Except for triplet expansion, other classes of SSRs were also found to cause human diseases. For instance, length rather than a specific allele of (CA)_n repeat in the 5′ upstream region of the aldose reductase gene is associated with diabetic retinopathy (Fujisawa et al. 1999), and (CA)_n allele polymorphism in the first intron of the human interferon-γ gene is associated with lung allograft fibrosis (Awad et al. 1999). De Fonzo et al. (1998) found that tetra-, penta- to 82 bp-repeats could also be associated with the onset of many human diseases. For example, allele (CCTTT)₁₄ in the promoter of NOS2A gene significantly limited diabetic retinopathy, but other alleles (repeat number) could cause diabetic retinopathy (Warpeha et al. 1999).

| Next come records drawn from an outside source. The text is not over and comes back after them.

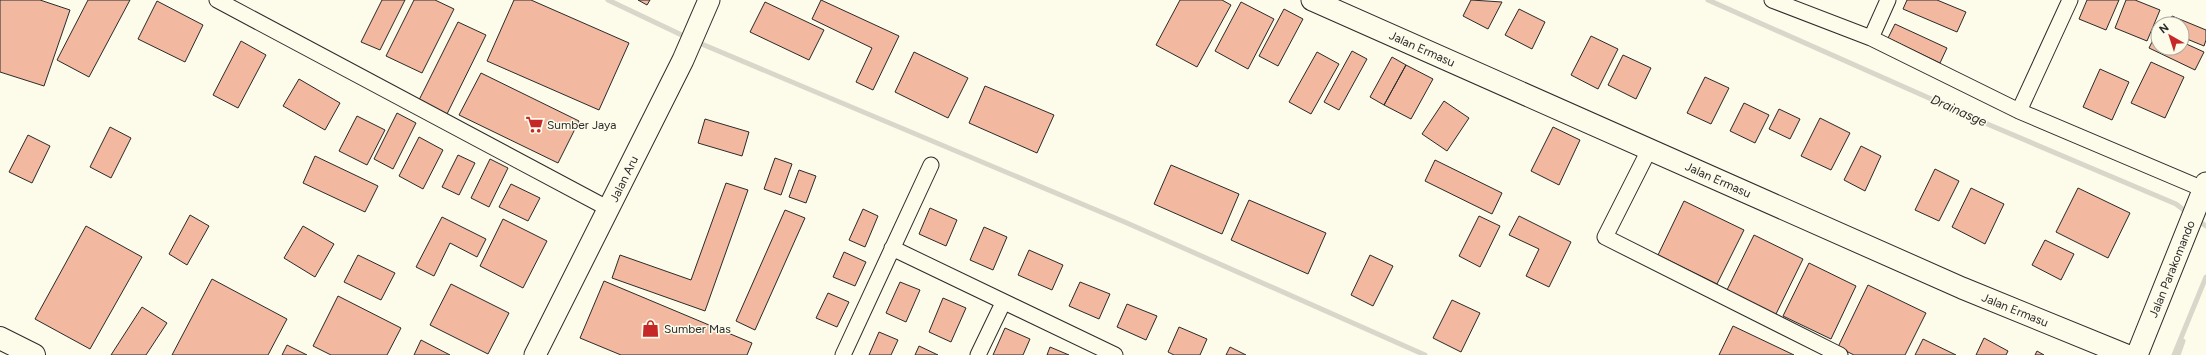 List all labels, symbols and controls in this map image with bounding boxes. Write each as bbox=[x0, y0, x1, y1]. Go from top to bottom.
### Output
north arrow bbox=[2150, 16, 2190, 56]
text: N bbox=[2157, 21, 2171, 36]
street label: Jalan Ermasu bbox=[1387, 28, 1457, 70]
water label: Drainasge bbox=[1928, 91, 1989, 129]
supermarket icon: Sumber Jaya bbox=[524, 115, 544, 135]
place label: Sumber Jaya bbox=[547, 118, 616, 132]
street label: Jalan Aru bbox=[607, 154, 641, 204]
street label: Jalan Ermasu bbox=[1683, 159, 1753, 201]
street label: Jalan Parakomando bbox=[2146, 218, 2198, 320]
street label: Jalan Ermasu bbox=[1980, 290, 2050, 330]
shop icon: Sumber Mas bbox=[641, 319, 661, 339]
place label: Sumber Mas bbox=[664, 322, 731, 336]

The foregoing evidence indicates that SSR variation can produce either drastic or quantitative variations in gene expression. Because of genomic overabundance and high mutability of SSRs, this implies that changes in SSR array size may serve a rich source of variation in fitness-related traits in natural populations (Kashi et al. 1997; King et al. 1997; Kashi & Soller 1999; King & Soller 1999; Trifonov 2002). Its role may be especially important for population survival and adaptation to spatially and temporally varying environmental conditions (Li et al. 2000a,b,c, 2002b).